--- Extracted information Enclosed Below ---

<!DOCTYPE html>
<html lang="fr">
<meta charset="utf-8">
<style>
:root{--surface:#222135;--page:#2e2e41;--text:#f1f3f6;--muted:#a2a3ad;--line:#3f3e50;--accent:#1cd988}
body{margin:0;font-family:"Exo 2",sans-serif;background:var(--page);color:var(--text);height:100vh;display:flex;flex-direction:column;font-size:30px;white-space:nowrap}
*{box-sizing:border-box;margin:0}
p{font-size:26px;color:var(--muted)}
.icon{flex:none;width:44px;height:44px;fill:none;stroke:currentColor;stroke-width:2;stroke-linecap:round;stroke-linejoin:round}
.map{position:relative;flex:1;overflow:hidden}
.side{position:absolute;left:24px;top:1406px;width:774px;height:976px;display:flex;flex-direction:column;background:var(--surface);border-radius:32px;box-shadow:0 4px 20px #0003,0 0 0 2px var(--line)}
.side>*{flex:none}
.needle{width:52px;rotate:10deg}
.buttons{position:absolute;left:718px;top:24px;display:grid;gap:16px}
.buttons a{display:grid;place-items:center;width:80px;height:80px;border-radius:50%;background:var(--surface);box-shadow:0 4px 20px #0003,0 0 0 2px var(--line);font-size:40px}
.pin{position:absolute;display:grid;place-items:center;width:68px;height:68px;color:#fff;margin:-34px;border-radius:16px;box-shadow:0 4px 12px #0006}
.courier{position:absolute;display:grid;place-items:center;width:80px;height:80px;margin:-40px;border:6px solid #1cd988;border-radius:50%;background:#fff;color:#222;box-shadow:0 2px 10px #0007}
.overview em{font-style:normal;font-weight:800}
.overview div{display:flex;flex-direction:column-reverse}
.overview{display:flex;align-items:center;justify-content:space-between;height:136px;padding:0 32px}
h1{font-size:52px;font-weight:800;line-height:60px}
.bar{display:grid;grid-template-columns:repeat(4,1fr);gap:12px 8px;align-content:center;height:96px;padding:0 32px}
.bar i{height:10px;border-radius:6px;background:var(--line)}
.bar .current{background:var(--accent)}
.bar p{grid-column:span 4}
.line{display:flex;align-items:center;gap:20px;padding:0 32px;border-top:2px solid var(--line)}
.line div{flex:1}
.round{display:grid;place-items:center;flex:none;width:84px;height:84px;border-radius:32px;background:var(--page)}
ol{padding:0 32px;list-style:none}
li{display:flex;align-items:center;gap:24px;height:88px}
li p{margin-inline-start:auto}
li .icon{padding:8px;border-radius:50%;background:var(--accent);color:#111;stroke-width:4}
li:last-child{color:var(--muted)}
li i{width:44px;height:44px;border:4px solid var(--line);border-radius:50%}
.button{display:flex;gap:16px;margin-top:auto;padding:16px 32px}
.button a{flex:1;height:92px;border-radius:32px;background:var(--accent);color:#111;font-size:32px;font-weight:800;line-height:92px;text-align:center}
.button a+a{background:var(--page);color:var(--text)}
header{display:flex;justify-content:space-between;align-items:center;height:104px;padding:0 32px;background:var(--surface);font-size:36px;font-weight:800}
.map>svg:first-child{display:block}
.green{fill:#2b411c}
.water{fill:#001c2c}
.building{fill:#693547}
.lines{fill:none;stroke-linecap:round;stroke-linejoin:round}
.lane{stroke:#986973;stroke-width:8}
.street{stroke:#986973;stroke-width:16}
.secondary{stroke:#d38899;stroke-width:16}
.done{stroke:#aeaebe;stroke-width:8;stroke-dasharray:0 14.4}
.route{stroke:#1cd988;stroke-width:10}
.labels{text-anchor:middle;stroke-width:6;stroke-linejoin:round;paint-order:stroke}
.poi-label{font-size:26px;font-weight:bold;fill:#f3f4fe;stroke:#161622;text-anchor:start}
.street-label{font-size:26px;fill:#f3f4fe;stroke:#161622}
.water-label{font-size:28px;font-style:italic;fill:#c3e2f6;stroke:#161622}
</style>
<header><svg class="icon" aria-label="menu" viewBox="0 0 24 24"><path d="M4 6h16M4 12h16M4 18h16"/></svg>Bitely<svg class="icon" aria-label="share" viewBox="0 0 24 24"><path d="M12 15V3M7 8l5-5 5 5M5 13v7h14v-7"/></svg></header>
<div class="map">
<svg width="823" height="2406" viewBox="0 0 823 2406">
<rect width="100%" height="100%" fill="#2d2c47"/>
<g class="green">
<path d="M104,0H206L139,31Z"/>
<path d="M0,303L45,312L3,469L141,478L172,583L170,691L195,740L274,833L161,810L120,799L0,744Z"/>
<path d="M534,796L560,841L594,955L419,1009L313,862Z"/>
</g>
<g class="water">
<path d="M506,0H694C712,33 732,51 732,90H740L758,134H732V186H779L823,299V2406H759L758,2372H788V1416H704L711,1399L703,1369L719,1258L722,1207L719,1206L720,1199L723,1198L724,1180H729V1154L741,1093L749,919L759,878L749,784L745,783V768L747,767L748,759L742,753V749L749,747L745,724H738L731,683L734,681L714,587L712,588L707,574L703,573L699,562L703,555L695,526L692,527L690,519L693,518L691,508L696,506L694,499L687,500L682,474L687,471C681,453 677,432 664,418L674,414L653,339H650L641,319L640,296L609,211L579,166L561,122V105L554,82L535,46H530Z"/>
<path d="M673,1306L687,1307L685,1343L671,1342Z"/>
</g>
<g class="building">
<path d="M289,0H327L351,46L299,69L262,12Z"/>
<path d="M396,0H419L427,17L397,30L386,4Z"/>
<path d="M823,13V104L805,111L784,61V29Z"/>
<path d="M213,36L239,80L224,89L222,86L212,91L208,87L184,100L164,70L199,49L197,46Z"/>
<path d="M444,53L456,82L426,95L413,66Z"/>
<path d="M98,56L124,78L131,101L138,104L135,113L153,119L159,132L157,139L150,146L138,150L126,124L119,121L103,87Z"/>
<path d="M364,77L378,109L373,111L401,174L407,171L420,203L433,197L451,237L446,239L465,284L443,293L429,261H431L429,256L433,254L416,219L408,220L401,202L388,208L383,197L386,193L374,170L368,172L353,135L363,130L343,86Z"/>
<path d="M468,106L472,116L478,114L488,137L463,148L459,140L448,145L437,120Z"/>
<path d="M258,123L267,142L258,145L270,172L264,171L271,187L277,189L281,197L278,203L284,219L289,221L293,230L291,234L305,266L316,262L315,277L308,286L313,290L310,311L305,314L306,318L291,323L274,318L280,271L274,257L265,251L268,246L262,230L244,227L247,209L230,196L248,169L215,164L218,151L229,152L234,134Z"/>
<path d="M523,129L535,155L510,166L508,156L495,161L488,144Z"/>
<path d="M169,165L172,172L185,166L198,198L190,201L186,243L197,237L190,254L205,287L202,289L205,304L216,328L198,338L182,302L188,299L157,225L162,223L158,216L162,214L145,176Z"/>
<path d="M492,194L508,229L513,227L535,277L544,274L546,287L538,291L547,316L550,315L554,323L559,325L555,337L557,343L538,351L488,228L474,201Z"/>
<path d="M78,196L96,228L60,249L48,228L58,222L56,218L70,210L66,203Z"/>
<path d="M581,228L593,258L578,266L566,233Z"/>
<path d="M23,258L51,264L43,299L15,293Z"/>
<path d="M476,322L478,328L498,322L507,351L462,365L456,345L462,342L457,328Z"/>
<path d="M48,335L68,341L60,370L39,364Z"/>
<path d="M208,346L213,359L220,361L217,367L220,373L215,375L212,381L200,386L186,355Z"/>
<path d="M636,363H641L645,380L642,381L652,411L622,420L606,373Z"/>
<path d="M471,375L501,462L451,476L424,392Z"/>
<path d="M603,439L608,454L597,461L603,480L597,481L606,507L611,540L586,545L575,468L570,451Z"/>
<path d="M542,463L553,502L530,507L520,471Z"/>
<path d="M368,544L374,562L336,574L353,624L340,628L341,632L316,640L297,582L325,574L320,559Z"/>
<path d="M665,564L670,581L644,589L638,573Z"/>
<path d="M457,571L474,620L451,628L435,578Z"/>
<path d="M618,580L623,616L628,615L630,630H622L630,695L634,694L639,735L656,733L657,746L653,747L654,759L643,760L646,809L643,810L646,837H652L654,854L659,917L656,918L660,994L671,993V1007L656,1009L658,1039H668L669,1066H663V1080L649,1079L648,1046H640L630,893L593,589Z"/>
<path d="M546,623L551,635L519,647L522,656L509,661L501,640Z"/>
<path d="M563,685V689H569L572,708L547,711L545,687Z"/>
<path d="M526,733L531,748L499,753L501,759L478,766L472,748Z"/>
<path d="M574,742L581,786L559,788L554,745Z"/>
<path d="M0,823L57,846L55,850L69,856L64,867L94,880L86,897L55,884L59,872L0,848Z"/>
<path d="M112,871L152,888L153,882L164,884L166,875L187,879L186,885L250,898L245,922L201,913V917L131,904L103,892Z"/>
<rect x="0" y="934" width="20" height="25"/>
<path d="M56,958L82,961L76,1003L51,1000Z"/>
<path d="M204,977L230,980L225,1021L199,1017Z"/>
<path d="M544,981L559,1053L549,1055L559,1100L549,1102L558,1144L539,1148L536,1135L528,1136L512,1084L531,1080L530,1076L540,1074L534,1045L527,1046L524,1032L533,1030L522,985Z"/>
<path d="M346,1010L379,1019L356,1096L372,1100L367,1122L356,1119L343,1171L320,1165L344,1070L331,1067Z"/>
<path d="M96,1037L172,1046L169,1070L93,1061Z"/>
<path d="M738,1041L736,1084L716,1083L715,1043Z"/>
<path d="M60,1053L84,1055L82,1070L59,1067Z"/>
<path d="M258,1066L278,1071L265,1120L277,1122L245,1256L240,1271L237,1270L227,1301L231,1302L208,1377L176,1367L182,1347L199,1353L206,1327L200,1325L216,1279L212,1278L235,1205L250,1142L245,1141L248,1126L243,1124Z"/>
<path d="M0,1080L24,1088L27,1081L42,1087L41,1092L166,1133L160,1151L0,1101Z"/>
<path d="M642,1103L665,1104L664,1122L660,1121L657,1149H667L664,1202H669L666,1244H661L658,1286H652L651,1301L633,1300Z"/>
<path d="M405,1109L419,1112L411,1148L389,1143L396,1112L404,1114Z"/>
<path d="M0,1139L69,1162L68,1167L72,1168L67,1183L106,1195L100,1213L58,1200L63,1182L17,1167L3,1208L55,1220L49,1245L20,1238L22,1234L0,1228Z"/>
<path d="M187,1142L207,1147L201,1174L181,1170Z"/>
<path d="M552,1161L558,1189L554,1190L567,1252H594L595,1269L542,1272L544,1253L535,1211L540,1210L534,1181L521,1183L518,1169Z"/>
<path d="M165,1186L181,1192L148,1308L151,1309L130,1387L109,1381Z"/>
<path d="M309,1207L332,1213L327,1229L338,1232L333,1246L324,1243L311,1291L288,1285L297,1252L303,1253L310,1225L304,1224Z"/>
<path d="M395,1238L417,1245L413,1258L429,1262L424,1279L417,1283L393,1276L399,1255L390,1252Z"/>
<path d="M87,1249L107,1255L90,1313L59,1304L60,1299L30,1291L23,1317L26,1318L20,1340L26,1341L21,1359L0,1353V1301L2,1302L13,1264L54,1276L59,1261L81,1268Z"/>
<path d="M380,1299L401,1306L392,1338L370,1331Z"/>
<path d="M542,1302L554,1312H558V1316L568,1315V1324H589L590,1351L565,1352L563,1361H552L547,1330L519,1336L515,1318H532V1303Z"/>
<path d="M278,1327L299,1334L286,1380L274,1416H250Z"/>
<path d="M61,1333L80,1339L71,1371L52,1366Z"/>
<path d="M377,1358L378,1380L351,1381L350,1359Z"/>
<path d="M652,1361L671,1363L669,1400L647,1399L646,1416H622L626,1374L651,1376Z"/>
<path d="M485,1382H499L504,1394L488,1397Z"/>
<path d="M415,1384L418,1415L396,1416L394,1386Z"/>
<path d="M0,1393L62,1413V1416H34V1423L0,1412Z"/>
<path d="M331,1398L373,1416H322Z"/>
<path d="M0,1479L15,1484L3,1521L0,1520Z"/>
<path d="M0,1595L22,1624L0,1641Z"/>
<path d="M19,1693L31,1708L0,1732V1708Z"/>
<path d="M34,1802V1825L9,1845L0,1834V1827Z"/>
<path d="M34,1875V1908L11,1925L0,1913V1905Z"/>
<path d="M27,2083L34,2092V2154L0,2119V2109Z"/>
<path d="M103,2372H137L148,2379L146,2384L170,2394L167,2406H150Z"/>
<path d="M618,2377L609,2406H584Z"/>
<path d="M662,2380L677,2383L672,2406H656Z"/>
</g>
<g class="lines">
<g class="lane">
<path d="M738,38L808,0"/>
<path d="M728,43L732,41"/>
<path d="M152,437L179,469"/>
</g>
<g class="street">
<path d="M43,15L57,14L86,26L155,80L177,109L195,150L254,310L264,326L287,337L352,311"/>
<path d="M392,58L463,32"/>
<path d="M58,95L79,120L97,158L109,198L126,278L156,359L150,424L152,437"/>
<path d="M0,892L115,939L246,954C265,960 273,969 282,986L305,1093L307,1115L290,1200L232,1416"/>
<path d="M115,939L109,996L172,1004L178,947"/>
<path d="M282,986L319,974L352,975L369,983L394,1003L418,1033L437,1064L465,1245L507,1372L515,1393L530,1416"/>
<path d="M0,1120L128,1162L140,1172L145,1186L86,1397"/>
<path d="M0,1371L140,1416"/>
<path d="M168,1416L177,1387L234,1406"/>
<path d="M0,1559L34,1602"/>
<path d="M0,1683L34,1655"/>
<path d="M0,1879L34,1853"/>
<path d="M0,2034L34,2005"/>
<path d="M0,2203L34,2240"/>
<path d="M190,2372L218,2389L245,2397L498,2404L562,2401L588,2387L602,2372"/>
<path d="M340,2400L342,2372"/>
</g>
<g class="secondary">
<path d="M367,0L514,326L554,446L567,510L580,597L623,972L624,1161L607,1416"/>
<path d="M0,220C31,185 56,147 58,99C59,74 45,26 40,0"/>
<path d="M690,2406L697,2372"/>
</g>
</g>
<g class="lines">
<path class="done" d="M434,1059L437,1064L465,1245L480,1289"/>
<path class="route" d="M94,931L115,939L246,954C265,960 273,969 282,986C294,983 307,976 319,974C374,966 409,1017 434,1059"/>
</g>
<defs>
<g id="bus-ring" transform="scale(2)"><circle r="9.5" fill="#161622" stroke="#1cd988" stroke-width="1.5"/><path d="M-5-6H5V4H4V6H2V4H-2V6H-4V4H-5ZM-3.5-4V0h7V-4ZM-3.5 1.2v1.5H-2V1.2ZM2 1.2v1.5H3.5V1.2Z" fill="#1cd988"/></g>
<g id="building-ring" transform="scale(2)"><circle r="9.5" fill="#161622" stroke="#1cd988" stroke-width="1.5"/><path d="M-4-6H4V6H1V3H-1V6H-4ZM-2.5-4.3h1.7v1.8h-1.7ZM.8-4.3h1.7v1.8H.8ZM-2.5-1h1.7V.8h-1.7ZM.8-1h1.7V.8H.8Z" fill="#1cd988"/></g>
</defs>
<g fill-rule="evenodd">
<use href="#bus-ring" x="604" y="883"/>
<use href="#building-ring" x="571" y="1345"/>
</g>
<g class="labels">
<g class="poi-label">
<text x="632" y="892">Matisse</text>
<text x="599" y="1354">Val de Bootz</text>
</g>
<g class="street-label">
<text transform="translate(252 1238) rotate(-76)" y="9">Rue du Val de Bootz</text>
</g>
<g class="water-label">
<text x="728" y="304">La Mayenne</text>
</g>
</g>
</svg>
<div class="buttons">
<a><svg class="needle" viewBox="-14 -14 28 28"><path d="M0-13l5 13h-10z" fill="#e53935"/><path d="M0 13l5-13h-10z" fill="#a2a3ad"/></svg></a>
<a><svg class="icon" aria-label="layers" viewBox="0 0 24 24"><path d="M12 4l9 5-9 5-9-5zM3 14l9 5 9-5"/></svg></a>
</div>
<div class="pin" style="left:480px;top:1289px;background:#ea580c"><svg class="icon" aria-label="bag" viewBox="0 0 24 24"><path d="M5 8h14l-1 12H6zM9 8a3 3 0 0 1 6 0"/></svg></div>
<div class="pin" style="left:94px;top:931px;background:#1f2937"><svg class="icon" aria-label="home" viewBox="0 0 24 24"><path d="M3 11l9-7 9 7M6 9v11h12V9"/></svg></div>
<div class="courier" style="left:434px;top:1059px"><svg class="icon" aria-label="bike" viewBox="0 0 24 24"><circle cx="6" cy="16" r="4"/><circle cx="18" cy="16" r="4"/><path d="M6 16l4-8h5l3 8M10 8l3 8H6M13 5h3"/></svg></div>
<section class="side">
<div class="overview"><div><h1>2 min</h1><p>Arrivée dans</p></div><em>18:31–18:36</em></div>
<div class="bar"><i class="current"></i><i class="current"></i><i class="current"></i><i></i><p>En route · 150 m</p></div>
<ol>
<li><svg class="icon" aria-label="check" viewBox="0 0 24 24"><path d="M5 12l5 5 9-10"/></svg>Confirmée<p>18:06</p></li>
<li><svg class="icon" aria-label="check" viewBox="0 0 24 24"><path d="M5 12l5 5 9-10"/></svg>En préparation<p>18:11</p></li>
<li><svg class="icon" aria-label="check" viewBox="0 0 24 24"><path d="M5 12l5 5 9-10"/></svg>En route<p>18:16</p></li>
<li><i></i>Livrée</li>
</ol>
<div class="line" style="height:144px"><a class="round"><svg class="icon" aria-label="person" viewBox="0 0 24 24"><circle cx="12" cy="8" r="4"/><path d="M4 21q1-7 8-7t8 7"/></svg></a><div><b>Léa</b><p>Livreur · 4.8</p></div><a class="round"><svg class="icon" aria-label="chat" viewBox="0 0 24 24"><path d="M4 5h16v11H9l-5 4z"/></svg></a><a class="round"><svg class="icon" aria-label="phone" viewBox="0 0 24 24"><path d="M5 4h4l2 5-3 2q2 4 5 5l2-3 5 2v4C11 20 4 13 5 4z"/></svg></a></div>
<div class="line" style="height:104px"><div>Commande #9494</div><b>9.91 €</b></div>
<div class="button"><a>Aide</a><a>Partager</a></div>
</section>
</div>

--- End of Enclosed Extracted information ---

• **Prompt**:
Report how many lines above include "weight". Nothing else.

• **Task output**:
5